DIRECTIONS: Print the data exactly as it appears, keeping every word.

[Data excerpts]
============
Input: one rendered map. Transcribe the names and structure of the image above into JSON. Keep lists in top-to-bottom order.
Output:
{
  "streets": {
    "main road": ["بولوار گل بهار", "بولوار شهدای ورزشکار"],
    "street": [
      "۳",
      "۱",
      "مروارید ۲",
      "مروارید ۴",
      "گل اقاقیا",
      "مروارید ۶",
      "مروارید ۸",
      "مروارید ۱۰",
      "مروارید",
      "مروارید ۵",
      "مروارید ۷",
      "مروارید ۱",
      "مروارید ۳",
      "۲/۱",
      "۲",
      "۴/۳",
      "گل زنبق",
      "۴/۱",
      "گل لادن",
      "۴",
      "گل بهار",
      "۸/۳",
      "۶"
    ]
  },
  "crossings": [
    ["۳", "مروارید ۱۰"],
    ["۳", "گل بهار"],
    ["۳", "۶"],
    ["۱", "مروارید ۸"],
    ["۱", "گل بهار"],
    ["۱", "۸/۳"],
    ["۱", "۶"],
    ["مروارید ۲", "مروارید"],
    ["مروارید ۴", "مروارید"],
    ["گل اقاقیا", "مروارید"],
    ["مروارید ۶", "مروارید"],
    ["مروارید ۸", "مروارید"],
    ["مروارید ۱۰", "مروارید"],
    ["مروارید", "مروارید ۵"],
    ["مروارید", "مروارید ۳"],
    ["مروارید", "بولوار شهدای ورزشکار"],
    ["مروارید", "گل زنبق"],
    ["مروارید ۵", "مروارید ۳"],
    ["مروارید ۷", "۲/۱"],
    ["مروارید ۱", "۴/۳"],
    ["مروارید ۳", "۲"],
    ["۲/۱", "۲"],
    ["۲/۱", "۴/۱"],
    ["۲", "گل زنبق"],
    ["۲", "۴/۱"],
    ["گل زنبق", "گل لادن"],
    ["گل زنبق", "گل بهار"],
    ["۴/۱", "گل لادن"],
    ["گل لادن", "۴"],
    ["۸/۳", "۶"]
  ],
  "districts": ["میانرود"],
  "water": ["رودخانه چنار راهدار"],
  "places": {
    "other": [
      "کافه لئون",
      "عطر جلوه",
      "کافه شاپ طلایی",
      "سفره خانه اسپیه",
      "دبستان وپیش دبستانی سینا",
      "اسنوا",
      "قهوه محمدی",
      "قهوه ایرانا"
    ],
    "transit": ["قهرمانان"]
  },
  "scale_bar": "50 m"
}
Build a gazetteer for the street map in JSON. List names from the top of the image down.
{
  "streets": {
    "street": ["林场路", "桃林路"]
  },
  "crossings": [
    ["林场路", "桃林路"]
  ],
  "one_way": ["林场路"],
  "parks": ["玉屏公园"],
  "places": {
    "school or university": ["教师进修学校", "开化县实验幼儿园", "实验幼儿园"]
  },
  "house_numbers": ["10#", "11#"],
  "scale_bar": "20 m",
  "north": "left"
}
============
RESULT FOR THIS EXERCISE:
Input: one rendered map. Transcribe the names and structure of the image above into JSON. Keep lists in top-to-bottom order.
Output:
{
  "streets": {
    "main road": ["بولوار گل بهار", "بولوار شهدای ورزشکار"],
    "street": [
      "۳",
      "۱",
      "مروارید ۲",
      "مروارید ۴",
      "گل اقاقیا",
      "مروارید ۶",
      "مروارید ۸",
      "مروارید ۱۰",
      "مروارید",
      "مروارید ۵",
      "مروارید ۷",
      "مروارید ۱",
      "مروارید ۳",
      "۲/۱",
      "۲",
      "۴/۳",
      "گل زنبق",
      "۴/۱",
      "گل لادن",
      "۴",
      "گل بهار",
      "۸/۳",
      "۶"
    ]
  },
  "crossings": [
    ["۳", "مروارید ۱۰"],
    ["۳", "گل بهار"],
    ["۳", "۶"],
    ["۱", "مروارید ۸"],
    ["۱", "گل بهار"],
    ["۱", "۸/۳"],
    ["۱", "۶"],
    ["مروارید ۲", "مروارید"],
    ["مروارید ۴", "مروارید"],
    ["گل اقاقیا", "مروارید"],
    ["مروارید ۶", "مروارید"],
    ["مروارید ۸", "مروارید"],
    ["مروارید ۱۰", "مروارید"],
    ["مروارید", "مروارید ۵"],
    ["مروارید", "مروارید ۳"],
    ["مروارید", "بولوار شهدای ورزشکار"],
    ["مروارید", "گل زنبق"],
    ["مروارید ۵", "مروارید ۳"],
    ["مروارید ۷", "۲/۱"],
    ["مروارید ۱", "۴/۳"],
    ["مروارید ۳", "۲"],
    ["۲/۱", "۲"],
    ["۲/۱", "۴/۱"],
    ["۲", "گل زنبق"],
    ["۲", "۴/۱"],
    ["گل زنبق", "گل لادن"],
    ["گل زنبق", "گل بهار"],
    ["۴/۱", "گل لادن"],
    ["گل لادن", "۴"],
    ["۸/۳", "۶"]
  ],
  "districts": ["میانرود"],
  "water": ["رودخانه چنار راهدار"],
  "places": {
    "other": [
      "کافه لئون",
      "عطر جلوه",
      "کافه شاپ طلایی",
      "سفره خانه اسپیه",
      "دبستان وپیش دبستانی سینا",
      "اسنوا",
      "قهوه محمدی",
      "قهوه ایرانا"
    ],
    "transit": ["قهرمانان"]
  },
  "scale_bar": "50 m"
}
Build a gazetteer for the street map in JSON. List names from the top of the image down.
{
  "streets": {
    "street": ["林场路", "桃林路"]
  },
  "crossings": [
    ["林场路", "桃林路"]
  ],
  "one_way": ["林场路"],
  "parks": ["玉屏公园"],
  "places": {
    "school or university": ["教师进修学校", "开化县实验幼儿园", "实验幼儿园"]
  },
  "house_numbers": ["10#", "11#"],
  "scale_bar": "20 m",
  "north": "left"
}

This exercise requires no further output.